Start of Information

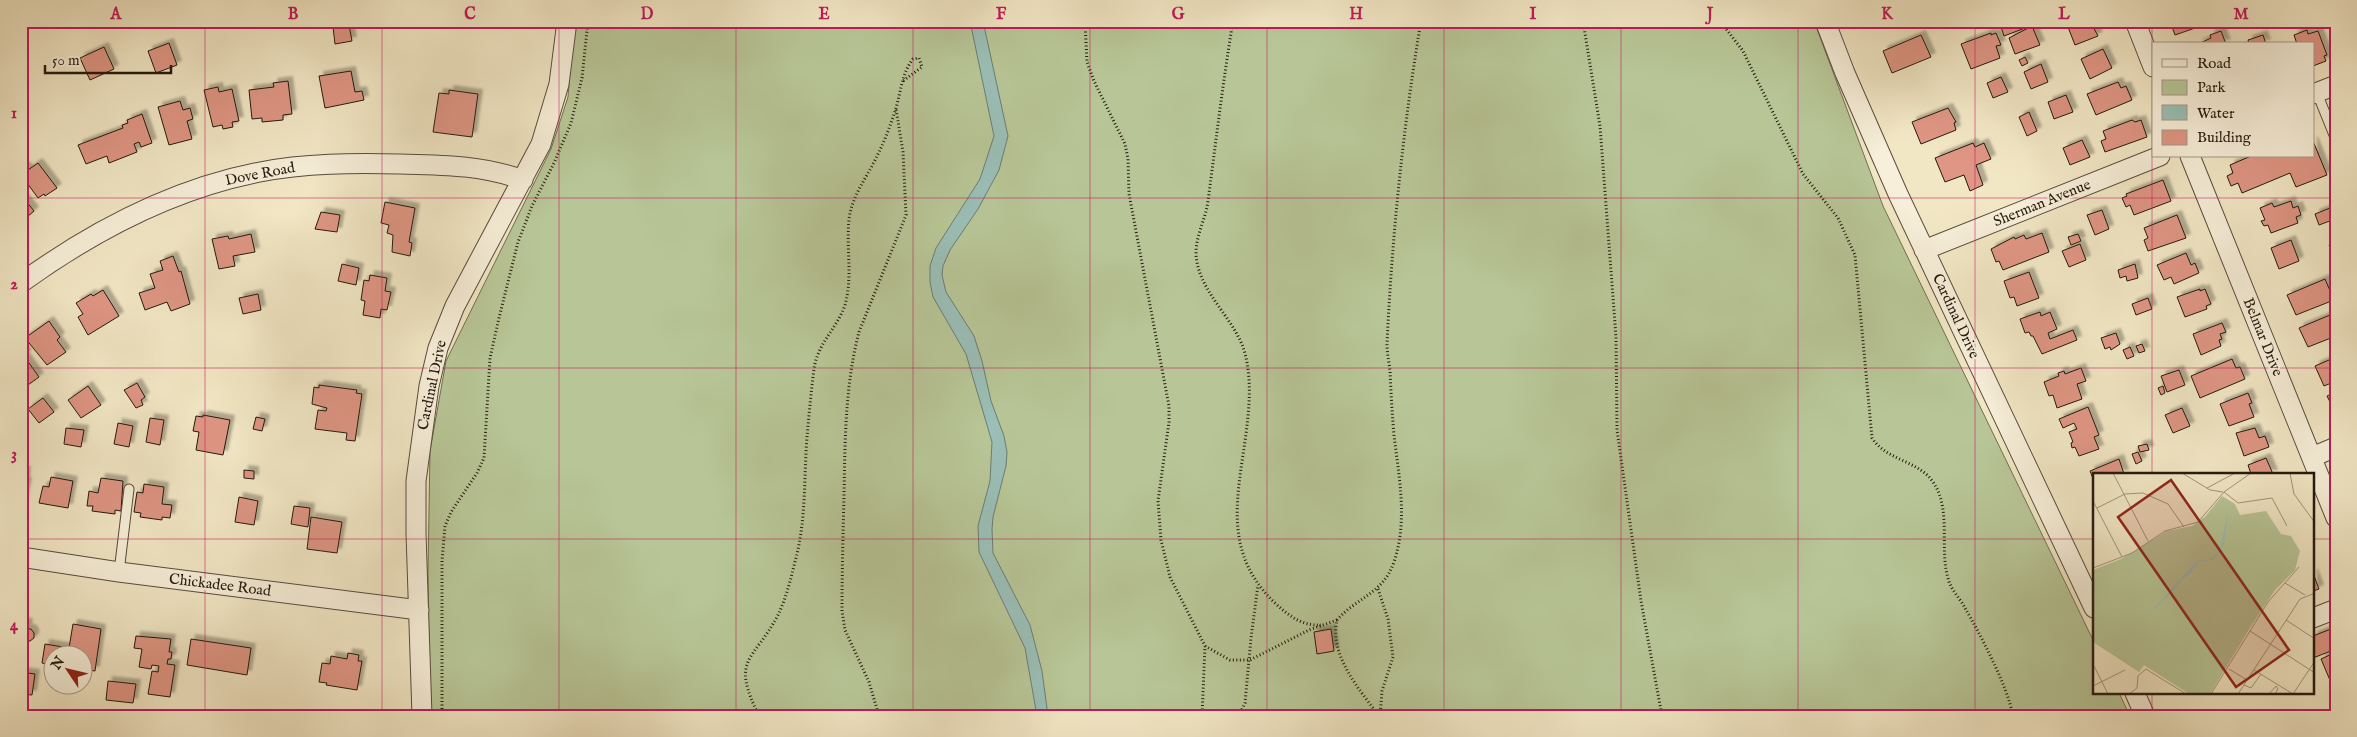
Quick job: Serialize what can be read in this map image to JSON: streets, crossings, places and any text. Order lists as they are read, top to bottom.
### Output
{
  "streets": {
    "street": [
      "Dove Road",
      "Sherman Avenue",
      "Cardinal Drive",
      "Belmar Drive",
      "Chickadee Road"
    ]
  },
  "crossings": [
    ["Dove Road", "Cardinal Drive"],
    ["Sherman Avenue", "Cardinal Drive"],
    ["Cardinal Drive", "Chickadee Road"]
  ],
  "legend": [
    "Road",
    "Park",
    "Water",
    "Building"
  ],
  "scale_bar": "50 m",
  "north": "top left",
  "grid": {
    "columns": [
      "A",
      "B",
      "C",
      "D",
      "E",
      "F",
      "G",
      "H",
      "I",
      "J",
      "K",
      "L",
      "M"
    ],
    "rows": [
      "1",
      "2",
      "3",
      "4"
    ]
  }
}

End of Information

_Your instructions_: This exercise calls for the complete listing, returned exactly and without images.

_Your solution_:
Quick job: Serialize what can be read in this map image to JSON: streets, crossings, places and any text. Order lists as they are read, top to bottom.
### Output
{
  "streets": {
    "street": [
      "Dove Road",
      "Sherman Avenue",
      "Cardinal Drive",
      "Belmar Drive",
      "Chickadee Road"
    ]
  },
  "crossings": [
    ["Dove Road", "Cardinal Drive"],
    ["Sherman Avenue", "Cardinal Drive"],
    ["Cardinal Drive", "Chickadee Road"]
  ],
  "legend": [
    "Road",
    "Park",
    "Water",
    "Building"
  ],
  "scale_bar": "50 m",
  "north": "top left",
  "grid": {
    "columns": [
      "A",
      "B",
      "C",
      "D",
      "E",
      "F",
      "G",
      "H",
      "I",
      "J",
      "K",
      "L",
      "M"
    ],
    "rows": [
      "1",
      "2",
      "3",
      "4"
    ]
  }
}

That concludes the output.